Definition associator_and_unitors_are_iso (C : prebicategory_data) : UU
:= (∏ (a b c d : C) (f : a -1-> b) (g : b -1-> c) (h : c -1-> d),
is_iso (associator_2mor f g h))
× (∏ (a b : C) (f : a -1-> b), is_iso (left_unitor_2mor f))
× (∏ (a b : C) (g : a -1-> b), is_iso (right_unitor_2mor g)).
Definition pentagon_axiom_type {C : prebicategory_data} {a b c d e : C}
(k : a -1-> b) (h : b -1-> c) (g : c -1-> d) (f : d -1-> e)
: UU
:=
associator_2mor k h (g ;1; f) ;v; associator_2mor (k ;1; h) g f
=
(identity k ;h; associator_2mor h g f)
;v; associator_2mor k (h ;1; g) f
;v; (associator_2mor k h g ;h; identity f).
Definition triangle_axiom_type {C : prebicategory_data} {a b c : C}
(f : a -1-> b)
(g : b -1-> c)
: UU
:= identity f ;h; left_unitor_2mor g =
associator_2mor f (identity1 b) g ;v; (right_unitor_2mor f ;h; identity g).
Definition prebicategory_coherence (C : prebicategory_data) : UU
:= (∏ (a b c d e : C) (k : a -1-> b) (h : b -1-> c) (g : c -1-> d) (f : d -1-> e),
pentagon_axiom_type k h g f)
× (∏ (a b c : C) (f : a -1-> b) (g : b -1-> c), triangle_axiom_type f g).
Definition is_prebicategory (C : prebicategory_data) : UU
:= has_2mor_sets C
× associator_and_unitors_are_iso C
× prebicategory_coherence C.
Definition prebicategory : UU := total2 is_prebicategory.
Coercion prebicategory_data_from_prebicategory (C : prebicategory) : prebicategory_data
:= pr1 C.
Definition prebicategory_has_2mor_sets {C : prebicategory} (a b : C)
: has_homsets (a -1-> b)
:= (pr1 (pr2 C)) a b.
Definition has_homcats (C : prebicategory) : UU
:= ∏ a b : C, is_univalent (a -1-> b).
Definition associator {C : prebicategory} {a b c d : C}
(f : a -1-> b) (g : b -1-> c) (h : c -1-> d)

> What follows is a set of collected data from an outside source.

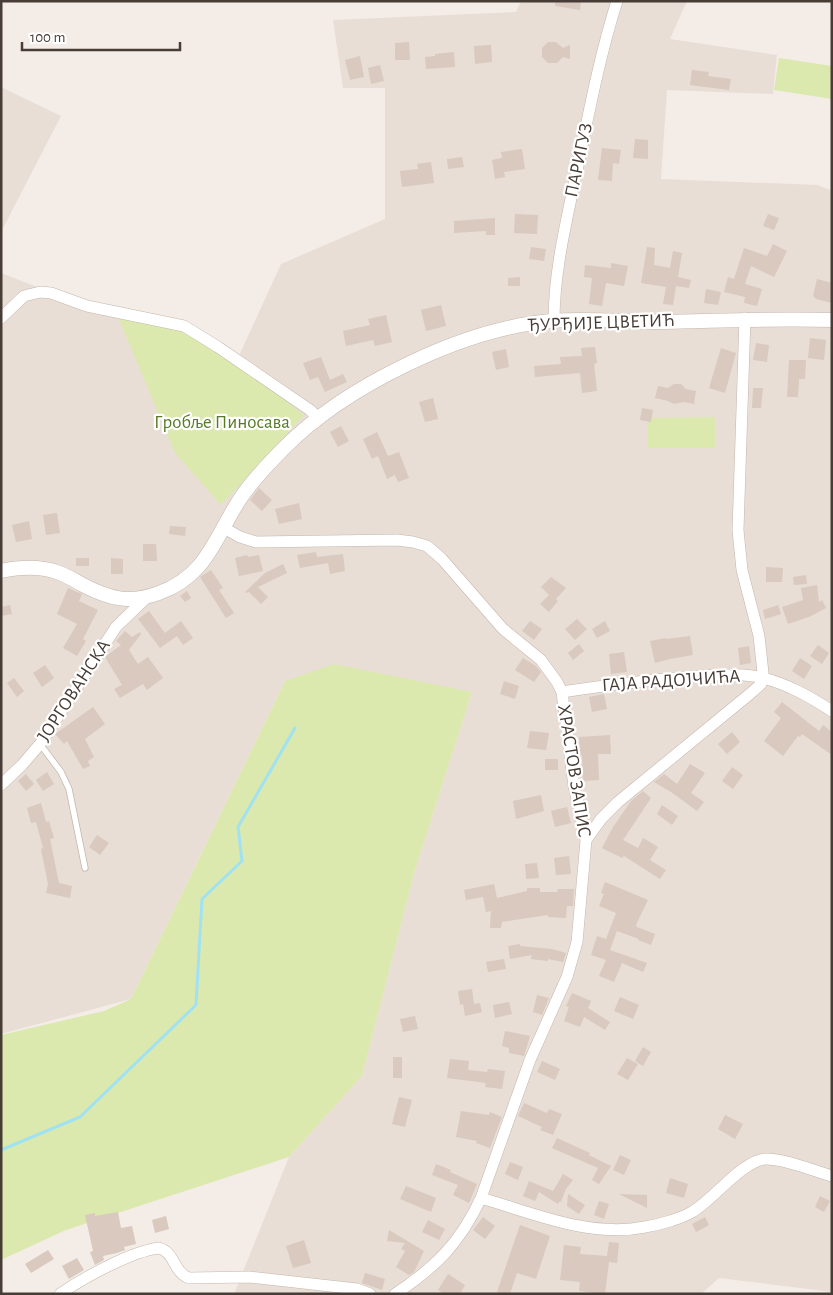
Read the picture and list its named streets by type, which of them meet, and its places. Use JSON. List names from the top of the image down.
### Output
{
  "streets": {
    "street": [
      "ПАРИГУЗ",
      "ЂУРЂИЈЕ ЦВЕТИЋ",
      "ГАЈА РАДОЈЧИЋА",
      "ЈОРГОВАНСКА",
      "ХРАСТОВ ЗАПИС"
    ]
  },
  "crossings": [
    ["ПАРИГУЗ", "ЂУРЂИЈЕ ЦВЕТИЋ"],
    ["ЂУРЂИЈЕ ЦВЕТИЋ", "ЈОРГОВАНСКА"],
    ["ЂУРЂИЈЕ ЦВЕТИЋ", "ХРАСТОВ ЗАПИС"],
    ["ГАЈА РАДОЈЧИЋА", "ХРАСТОВ ЗАПИС"]
  ],
  "parks": ["Гробље Пиносава"],
  "scale_bar": "100 m"
}
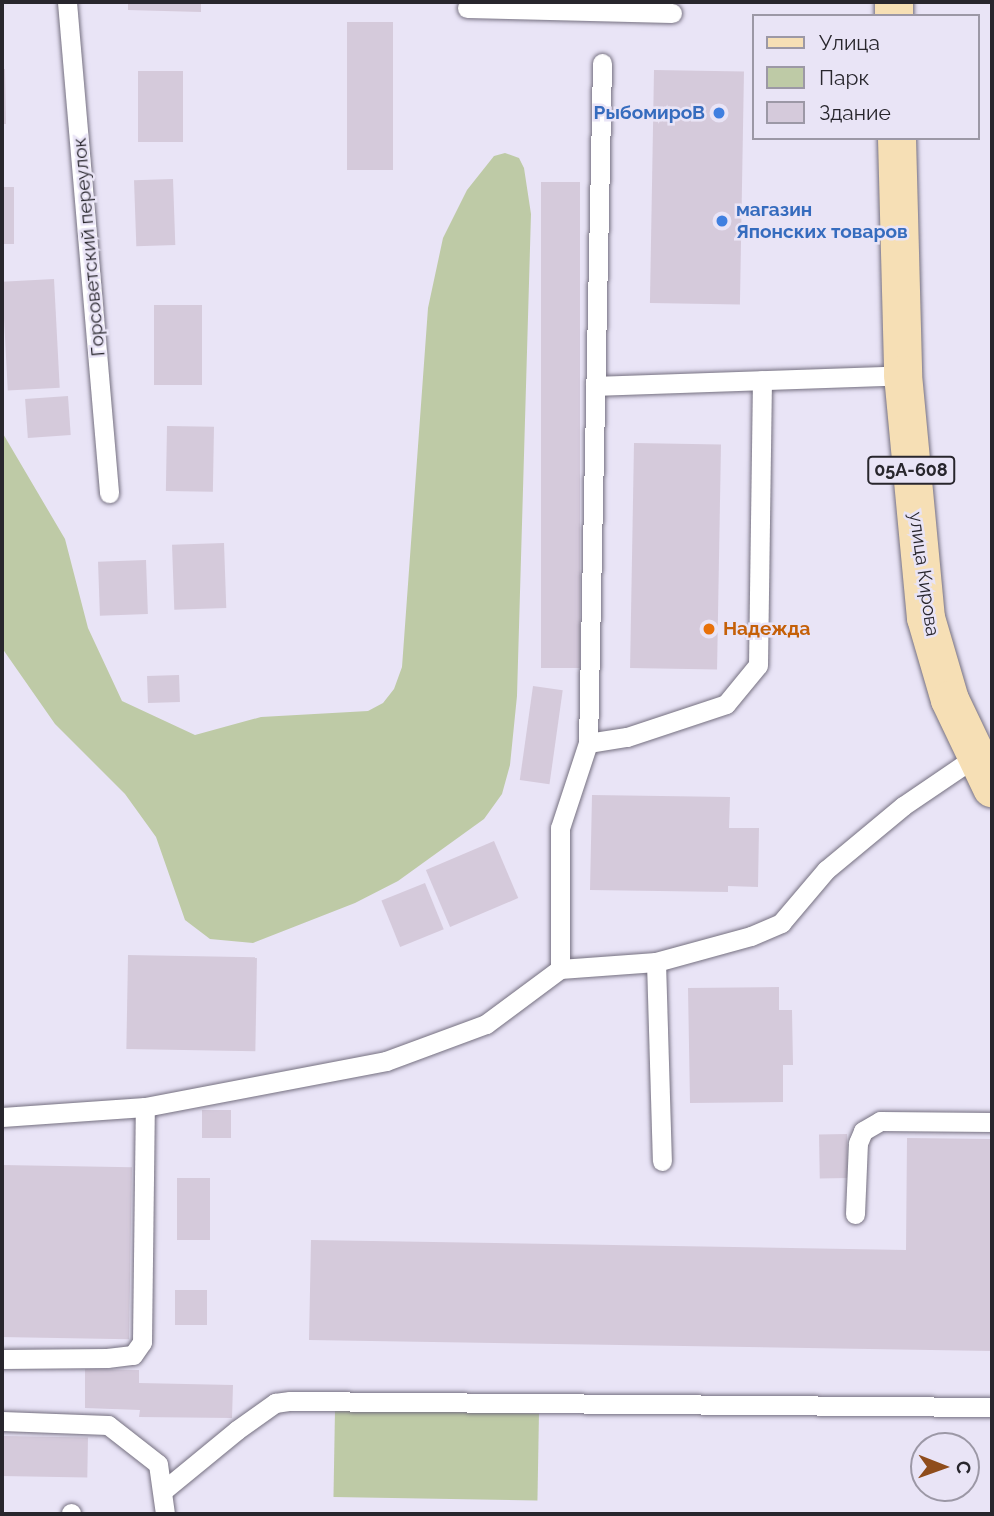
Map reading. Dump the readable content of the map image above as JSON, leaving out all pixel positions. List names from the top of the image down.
{
  "streets": {
    "main road": ["05А-608", "улица Кирова"],
    "lane": ["Горсоветский переулок"]
  },
  "places": ["РыбомироВ", "магазин Японских товаров", "Надежда"],
  "legend": ["Улица", "Парк", "Здание"],
  "north": "right"
}
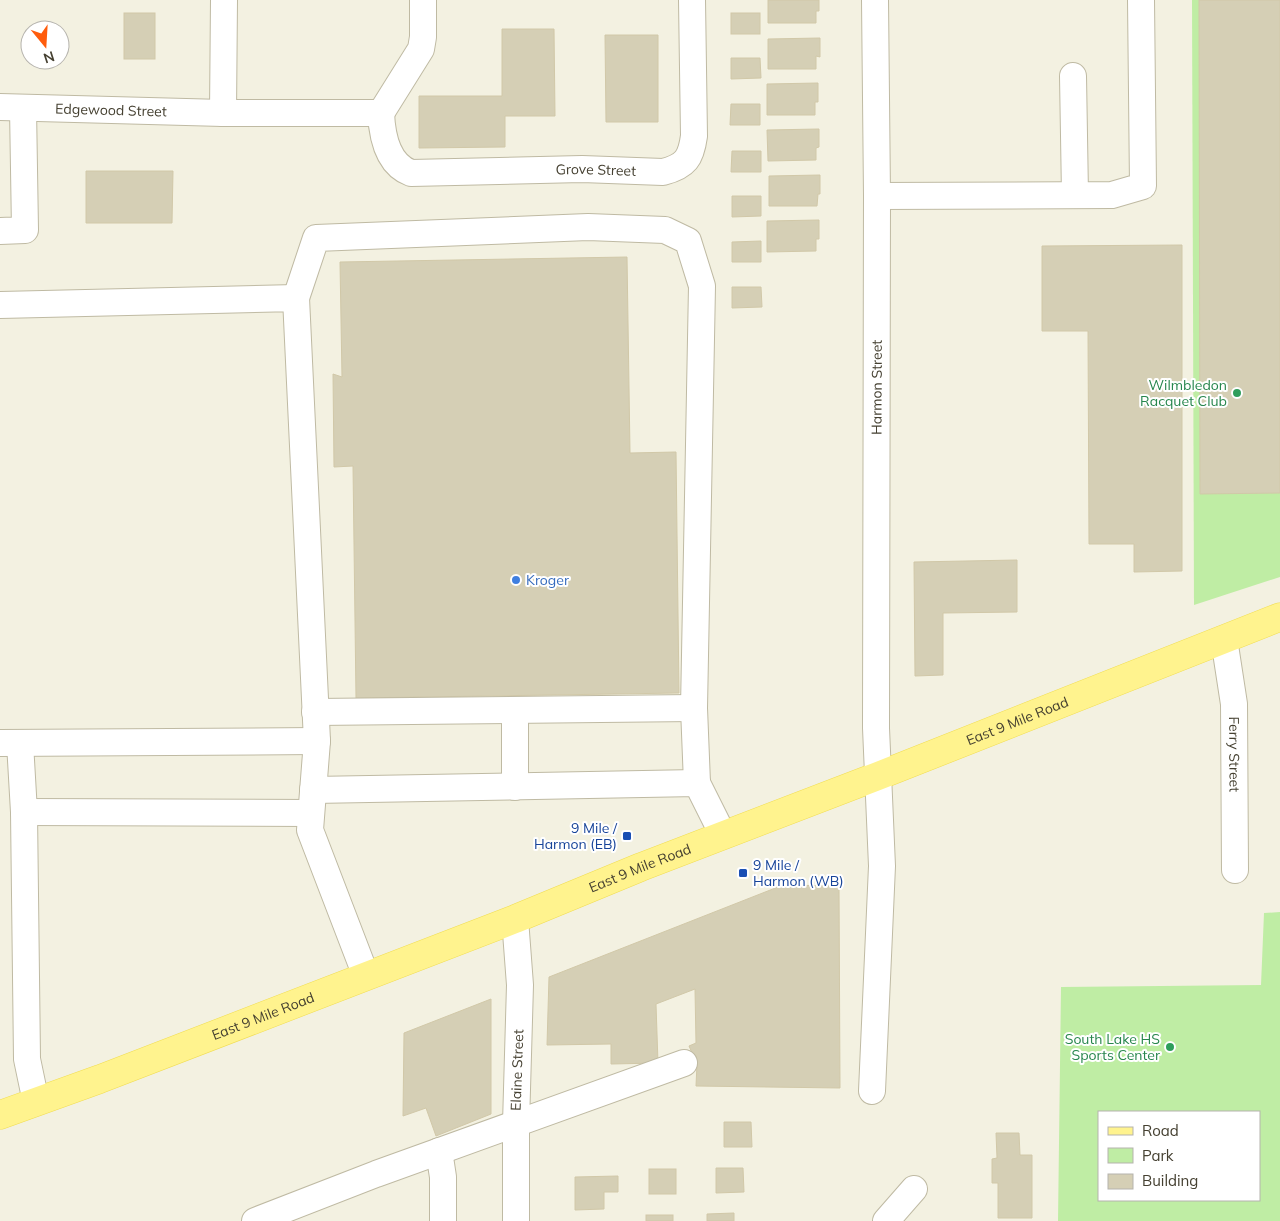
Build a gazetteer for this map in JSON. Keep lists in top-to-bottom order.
{
  "streets": {
    "main road": ["East 9 Mile Road"],
    "street": [
      "Edgewood Street",
      "Grove Street",
      "Harmon Street",
      "Ferry Street",
      "Elaine Street"
    ]
  },
  "crossings": [
    ["Harmon Street", "East 9 Mile Road"],
    ["East 9 Mile Road", "Ferry Street"],
    ["East 9 Mile Road", "Elaine Street"]
  ],
  "places": {
    "other": ["Wilmbledon Racquet Club", "Kroger", "South Lake HS Sports Center"],
    "transit": ["9 Mile / Harmon (EB)", "9 Mile / Harmon (WB)"]
  },
  "legend": ["Road", "Park", "Building"],
  "north": "bottom"
}
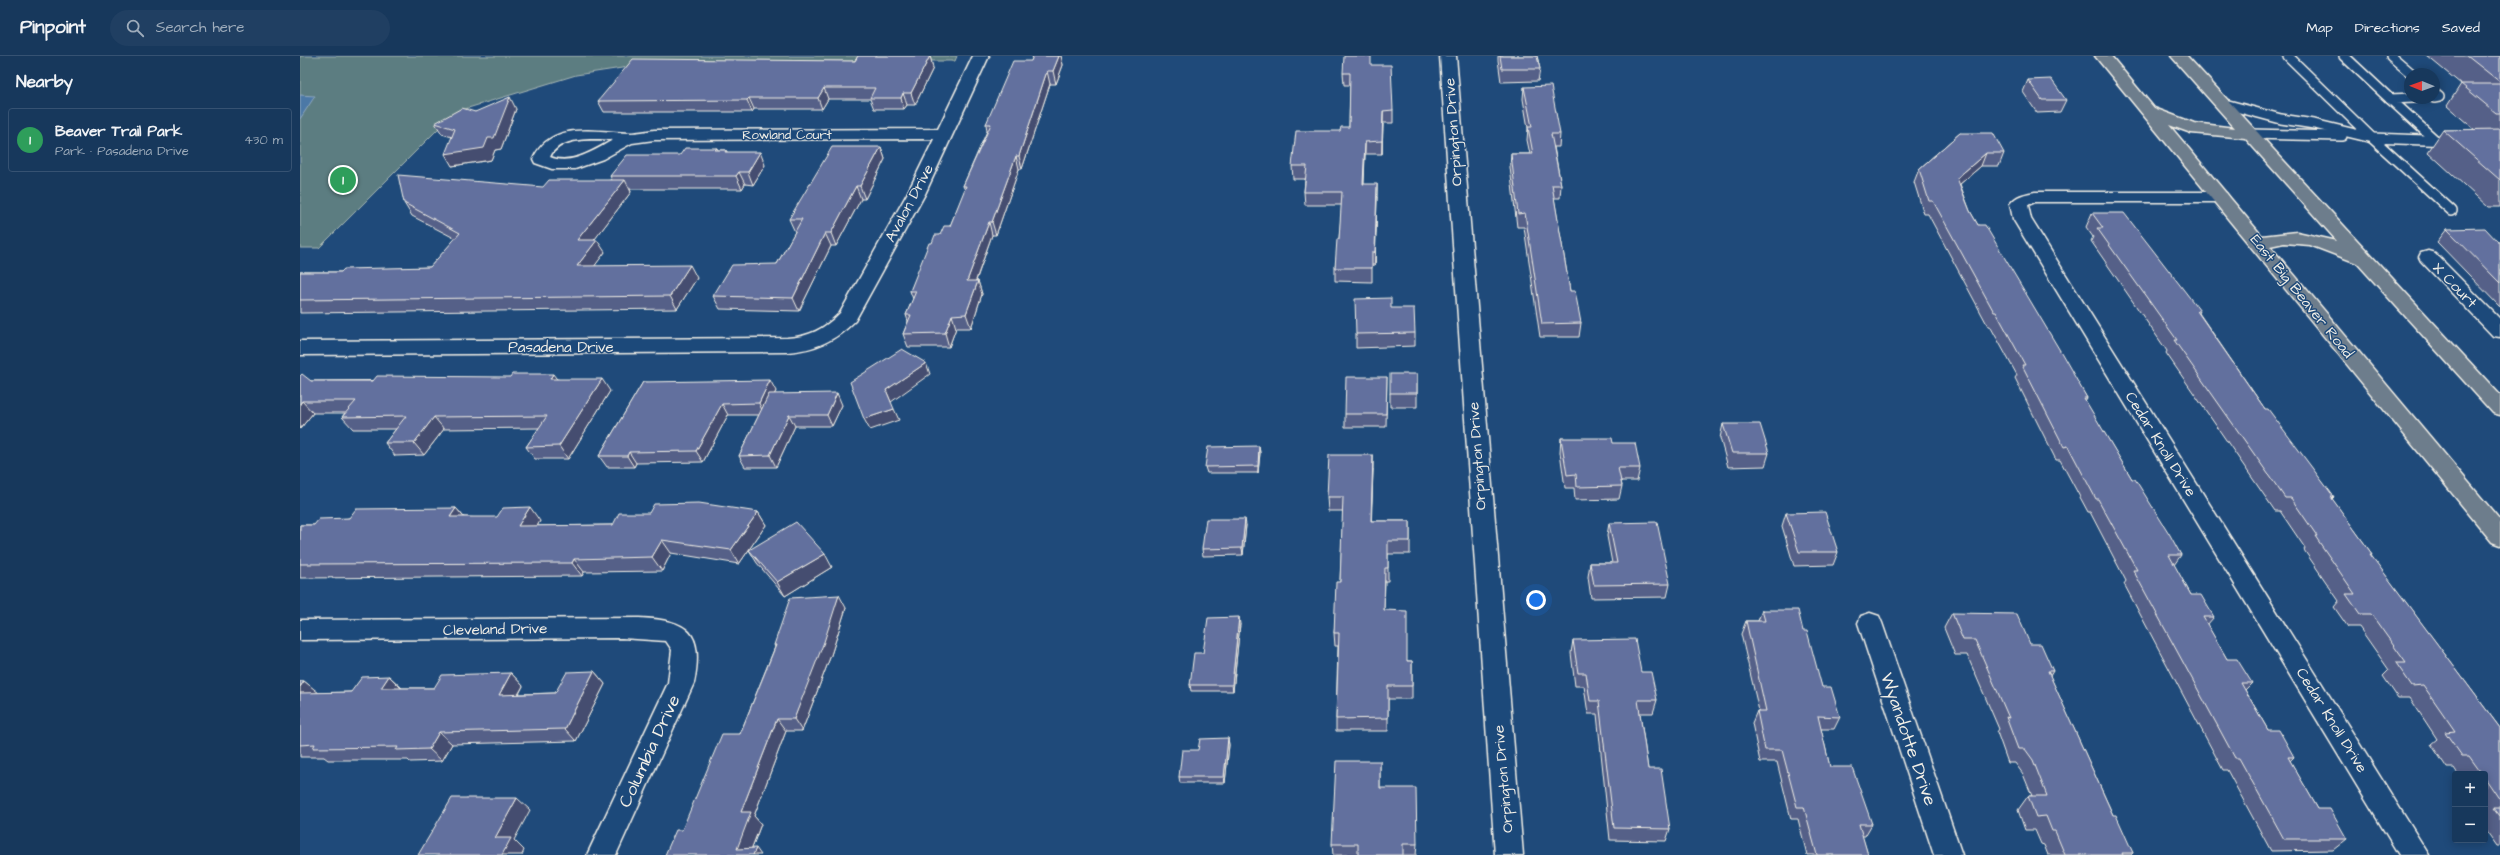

: iso (f ;1; (g ;1; h)) ((f ;1; g) ;1; h).
Proof.
use tpair.
- exact (associator_2mor _ _ _).
- exact ((pr1 (pr1 (pr2 (pr2 C)))) a b c d f g h).
Defined.
Definition left_unitor {C : prebicategory} {a b : C}
(f : a -1-> b)
: iso ((identity1 a) ;1; f) f.
Proof.
use tpair.
- exact (left_unitor_2mor f).
- exact ((pr1 (pr2 (pr1 (pr2 (pr2 C))))) a b f).
Defined.
Definition right_unitor {C : prebicategory} {a b : C} (f : a -1-> b)
: iso (f ;1; (identity1 b)) f.
Proof.
use tpair.
- exact (right_unitor_2mor f).
- exact ((pr2 (pr2 (pr1 (pr2 (pr2 C))))) a b f).
Defined.
Definition pentagon_axiom {C : prebicategory} {a b c d e: C}
(k : a -1-> b) (h : b -1-> c) (g : c -1-> d) (f : d -1-> e)
: pentagon_axiom_type k h g f
:= pr1 (pr2 (pr2 (pr2 C))) a b c d e k h g f.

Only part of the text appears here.